**Work item**
Run through the records and show each line that includes the string "white".

**Material for this task**
====

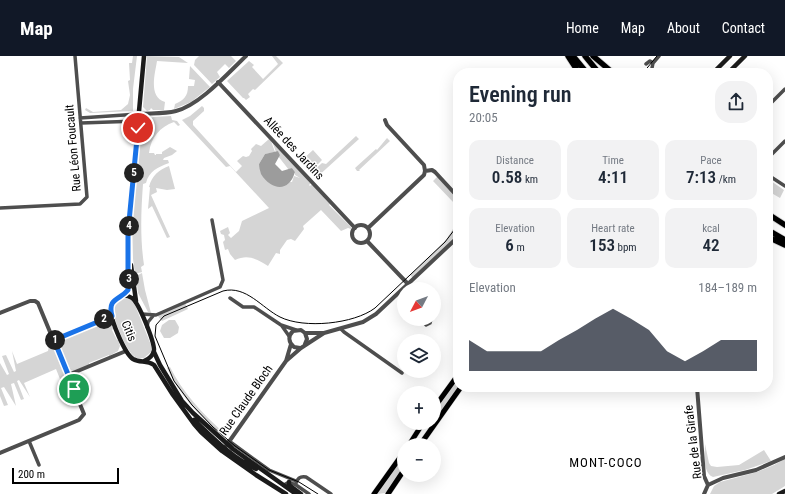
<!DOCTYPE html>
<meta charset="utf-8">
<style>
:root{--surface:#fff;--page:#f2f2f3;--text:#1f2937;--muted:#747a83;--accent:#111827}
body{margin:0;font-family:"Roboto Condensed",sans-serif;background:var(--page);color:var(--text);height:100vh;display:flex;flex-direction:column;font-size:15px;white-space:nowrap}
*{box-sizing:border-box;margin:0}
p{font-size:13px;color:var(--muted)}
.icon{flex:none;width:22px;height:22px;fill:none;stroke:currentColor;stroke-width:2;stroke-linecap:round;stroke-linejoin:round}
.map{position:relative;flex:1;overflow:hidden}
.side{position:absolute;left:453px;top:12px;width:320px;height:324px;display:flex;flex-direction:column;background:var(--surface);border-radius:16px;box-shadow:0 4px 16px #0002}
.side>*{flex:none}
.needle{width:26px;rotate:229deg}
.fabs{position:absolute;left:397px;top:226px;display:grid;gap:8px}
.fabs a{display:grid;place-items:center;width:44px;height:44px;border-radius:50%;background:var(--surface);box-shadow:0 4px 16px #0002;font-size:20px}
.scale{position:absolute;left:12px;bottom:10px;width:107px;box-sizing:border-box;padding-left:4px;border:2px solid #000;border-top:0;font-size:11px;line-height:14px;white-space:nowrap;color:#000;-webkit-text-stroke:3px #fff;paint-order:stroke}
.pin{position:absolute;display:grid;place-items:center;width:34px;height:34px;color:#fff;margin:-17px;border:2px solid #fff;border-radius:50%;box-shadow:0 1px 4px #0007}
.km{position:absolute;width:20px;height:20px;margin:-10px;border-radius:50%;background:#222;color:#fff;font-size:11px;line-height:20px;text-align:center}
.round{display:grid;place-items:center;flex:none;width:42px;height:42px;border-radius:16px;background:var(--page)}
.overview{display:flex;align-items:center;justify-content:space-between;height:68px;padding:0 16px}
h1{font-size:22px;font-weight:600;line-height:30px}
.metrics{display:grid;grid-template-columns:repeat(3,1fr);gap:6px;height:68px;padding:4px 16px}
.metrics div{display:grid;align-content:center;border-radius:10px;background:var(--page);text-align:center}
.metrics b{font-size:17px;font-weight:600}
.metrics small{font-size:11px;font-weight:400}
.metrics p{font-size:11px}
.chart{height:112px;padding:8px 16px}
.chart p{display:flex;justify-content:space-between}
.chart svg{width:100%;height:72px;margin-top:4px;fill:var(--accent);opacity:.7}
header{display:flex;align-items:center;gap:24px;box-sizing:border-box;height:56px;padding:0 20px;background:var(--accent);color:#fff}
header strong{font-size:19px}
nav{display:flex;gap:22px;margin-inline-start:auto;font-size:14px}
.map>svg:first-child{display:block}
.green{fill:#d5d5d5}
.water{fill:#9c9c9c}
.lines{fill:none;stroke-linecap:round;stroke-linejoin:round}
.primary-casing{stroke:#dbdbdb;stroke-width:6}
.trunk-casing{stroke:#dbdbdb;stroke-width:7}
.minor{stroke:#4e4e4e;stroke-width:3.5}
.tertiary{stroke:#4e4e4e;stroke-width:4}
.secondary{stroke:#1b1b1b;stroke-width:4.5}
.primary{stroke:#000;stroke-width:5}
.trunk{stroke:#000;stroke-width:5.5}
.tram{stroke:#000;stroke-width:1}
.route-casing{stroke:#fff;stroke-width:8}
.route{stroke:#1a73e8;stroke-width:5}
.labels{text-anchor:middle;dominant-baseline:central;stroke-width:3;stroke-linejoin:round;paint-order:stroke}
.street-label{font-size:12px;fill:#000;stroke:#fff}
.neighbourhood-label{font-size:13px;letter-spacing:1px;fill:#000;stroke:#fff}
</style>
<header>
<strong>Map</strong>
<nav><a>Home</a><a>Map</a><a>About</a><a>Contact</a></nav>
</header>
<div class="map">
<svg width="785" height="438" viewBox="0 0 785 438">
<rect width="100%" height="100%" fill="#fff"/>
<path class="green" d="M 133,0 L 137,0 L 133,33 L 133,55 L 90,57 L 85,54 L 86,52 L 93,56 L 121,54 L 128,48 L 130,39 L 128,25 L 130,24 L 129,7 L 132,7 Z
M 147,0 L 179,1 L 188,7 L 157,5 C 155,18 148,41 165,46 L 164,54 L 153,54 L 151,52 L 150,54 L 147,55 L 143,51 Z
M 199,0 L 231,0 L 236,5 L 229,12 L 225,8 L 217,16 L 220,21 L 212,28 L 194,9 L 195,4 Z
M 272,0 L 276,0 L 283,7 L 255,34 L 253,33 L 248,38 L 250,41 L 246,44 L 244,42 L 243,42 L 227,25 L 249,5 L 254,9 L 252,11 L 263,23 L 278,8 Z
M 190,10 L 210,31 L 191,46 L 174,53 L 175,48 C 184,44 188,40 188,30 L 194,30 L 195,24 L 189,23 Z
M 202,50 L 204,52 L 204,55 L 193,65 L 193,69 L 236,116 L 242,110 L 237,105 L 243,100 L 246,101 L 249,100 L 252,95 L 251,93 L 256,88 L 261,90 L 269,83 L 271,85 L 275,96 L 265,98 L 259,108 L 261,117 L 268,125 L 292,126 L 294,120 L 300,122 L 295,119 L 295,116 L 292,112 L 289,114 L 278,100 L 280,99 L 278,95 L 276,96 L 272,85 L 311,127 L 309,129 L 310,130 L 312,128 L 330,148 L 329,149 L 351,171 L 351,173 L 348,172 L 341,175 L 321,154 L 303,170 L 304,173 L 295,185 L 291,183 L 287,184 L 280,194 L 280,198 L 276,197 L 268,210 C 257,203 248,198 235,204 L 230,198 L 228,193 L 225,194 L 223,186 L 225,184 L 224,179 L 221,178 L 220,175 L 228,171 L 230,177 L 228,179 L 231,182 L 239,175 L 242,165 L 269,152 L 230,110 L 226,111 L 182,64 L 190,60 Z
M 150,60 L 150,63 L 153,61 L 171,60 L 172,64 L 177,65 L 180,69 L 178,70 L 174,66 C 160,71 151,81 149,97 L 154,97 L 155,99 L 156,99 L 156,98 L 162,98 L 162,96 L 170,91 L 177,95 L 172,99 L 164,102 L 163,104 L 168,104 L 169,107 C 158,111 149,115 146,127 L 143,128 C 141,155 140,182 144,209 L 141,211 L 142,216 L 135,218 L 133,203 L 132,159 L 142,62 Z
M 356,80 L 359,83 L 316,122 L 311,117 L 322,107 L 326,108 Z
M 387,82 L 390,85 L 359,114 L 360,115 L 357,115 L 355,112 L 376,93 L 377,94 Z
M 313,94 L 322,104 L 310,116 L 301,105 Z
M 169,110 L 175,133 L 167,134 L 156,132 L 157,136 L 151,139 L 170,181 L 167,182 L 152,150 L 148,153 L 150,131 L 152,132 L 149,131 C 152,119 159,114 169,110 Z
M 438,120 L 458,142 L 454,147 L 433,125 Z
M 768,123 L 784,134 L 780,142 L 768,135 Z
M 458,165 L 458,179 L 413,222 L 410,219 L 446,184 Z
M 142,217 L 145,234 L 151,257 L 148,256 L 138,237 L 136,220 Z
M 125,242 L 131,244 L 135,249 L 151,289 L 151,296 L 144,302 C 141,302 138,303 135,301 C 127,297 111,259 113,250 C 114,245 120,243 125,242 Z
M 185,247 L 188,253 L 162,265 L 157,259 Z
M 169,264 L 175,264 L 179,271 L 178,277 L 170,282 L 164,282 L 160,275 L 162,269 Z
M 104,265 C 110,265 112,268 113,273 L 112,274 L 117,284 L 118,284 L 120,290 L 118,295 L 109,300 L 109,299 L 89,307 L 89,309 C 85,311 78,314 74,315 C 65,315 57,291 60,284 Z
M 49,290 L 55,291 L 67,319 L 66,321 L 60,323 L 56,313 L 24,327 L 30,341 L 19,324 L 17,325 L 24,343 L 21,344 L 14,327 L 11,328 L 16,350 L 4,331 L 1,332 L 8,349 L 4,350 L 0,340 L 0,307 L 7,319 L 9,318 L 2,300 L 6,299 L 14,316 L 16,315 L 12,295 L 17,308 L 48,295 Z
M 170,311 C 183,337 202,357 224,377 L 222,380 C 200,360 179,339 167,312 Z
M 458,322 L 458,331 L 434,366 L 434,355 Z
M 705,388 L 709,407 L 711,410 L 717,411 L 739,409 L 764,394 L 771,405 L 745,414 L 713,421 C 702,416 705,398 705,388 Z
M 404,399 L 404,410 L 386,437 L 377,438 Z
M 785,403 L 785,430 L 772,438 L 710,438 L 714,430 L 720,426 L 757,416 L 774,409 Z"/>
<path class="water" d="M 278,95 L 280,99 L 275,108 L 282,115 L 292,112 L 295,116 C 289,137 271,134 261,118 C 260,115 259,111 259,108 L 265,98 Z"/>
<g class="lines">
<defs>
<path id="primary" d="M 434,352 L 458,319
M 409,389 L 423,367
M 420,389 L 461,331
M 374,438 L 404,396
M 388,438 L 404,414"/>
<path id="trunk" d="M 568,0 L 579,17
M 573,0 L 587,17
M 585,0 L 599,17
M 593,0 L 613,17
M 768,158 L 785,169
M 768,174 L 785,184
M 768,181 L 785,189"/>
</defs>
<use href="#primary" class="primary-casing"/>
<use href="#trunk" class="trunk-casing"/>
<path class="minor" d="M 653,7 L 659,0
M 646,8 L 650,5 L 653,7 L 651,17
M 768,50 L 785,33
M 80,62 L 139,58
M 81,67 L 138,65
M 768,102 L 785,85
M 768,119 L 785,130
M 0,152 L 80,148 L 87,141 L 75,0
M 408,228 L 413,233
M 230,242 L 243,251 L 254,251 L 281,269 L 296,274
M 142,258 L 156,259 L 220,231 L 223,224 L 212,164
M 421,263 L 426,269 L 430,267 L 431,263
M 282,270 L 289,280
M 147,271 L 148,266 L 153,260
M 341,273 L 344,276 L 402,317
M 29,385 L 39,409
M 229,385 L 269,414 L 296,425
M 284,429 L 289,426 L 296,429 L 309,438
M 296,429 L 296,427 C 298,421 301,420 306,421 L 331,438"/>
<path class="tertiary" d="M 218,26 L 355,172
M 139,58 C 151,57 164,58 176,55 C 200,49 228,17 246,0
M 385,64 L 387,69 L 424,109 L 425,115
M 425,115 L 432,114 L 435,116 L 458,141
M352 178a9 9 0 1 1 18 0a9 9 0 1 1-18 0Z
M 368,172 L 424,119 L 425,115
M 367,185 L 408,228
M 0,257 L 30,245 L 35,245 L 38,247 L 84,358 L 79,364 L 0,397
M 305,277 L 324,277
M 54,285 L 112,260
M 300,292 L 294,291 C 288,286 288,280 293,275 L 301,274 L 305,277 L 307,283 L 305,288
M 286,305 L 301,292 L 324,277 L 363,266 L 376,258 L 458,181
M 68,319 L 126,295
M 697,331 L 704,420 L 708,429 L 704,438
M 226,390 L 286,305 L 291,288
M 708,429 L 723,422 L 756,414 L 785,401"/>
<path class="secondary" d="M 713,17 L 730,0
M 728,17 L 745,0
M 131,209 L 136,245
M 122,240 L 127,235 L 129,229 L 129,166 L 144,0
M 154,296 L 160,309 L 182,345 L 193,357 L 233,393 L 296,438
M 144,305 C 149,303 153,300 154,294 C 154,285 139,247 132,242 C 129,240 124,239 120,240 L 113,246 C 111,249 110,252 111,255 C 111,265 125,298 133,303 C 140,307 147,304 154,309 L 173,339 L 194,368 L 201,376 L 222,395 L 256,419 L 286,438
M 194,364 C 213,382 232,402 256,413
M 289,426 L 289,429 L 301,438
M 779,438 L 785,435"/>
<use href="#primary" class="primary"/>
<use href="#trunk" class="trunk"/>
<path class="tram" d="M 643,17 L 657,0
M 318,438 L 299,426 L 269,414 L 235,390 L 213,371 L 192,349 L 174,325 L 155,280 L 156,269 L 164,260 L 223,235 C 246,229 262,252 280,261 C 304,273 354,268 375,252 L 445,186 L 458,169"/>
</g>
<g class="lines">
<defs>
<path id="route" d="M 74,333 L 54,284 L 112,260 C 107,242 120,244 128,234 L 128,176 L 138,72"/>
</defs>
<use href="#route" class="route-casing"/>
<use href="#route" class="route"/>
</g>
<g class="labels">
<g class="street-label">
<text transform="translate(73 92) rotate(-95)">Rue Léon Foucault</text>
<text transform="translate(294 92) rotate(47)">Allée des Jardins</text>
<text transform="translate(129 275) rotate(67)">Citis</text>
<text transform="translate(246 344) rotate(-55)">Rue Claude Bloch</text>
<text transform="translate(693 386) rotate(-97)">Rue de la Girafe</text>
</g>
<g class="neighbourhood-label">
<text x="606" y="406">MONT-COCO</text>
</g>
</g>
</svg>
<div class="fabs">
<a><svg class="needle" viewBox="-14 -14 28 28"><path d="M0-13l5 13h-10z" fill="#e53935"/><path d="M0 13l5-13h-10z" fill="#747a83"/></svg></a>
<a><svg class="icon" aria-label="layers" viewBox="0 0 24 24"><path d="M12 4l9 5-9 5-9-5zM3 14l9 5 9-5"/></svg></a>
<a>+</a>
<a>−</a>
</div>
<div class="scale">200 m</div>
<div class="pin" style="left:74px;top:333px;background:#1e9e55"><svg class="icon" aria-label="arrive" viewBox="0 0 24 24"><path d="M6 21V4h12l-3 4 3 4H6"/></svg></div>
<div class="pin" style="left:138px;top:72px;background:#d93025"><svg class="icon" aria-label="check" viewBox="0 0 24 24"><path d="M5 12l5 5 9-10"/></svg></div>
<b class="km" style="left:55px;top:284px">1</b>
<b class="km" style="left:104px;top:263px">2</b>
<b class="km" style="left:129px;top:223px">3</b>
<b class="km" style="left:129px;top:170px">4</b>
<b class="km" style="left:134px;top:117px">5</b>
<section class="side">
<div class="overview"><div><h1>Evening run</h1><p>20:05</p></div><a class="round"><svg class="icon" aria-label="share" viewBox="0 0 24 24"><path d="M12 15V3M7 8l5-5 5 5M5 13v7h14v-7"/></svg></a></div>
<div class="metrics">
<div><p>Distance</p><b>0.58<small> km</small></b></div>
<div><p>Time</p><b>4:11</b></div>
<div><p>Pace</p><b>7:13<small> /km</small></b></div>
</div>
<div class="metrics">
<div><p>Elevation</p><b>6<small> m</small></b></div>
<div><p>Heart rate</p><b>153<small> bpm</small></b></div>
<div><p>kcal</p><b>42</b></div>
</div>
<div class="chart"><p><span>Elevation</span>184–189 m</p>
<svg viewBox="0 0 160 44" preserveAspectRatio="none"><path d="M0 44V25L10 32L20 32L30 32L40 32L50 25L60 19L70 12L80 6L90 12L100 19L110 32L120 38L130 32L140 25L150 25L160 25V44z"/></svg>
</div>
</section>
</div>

====

**Expected output**
body{margin:0;font-family:"Roboto Condensed",sans-serif;background:var(--page);color:var(--text);height:100vh;display:flex;flex-direction:column;font-size:15px;white-space:nowrap}
.scale{position:absolute;left:12px;bottom:10px;width:107px;box-sizing:border-box;padding-left:4px;border:2px solid #000;border-top:0;font-size:11px;line-height:14px;white-space:nowrap;color:#000;-webkit-text-stroke:3px #fff;paint-order:stroke}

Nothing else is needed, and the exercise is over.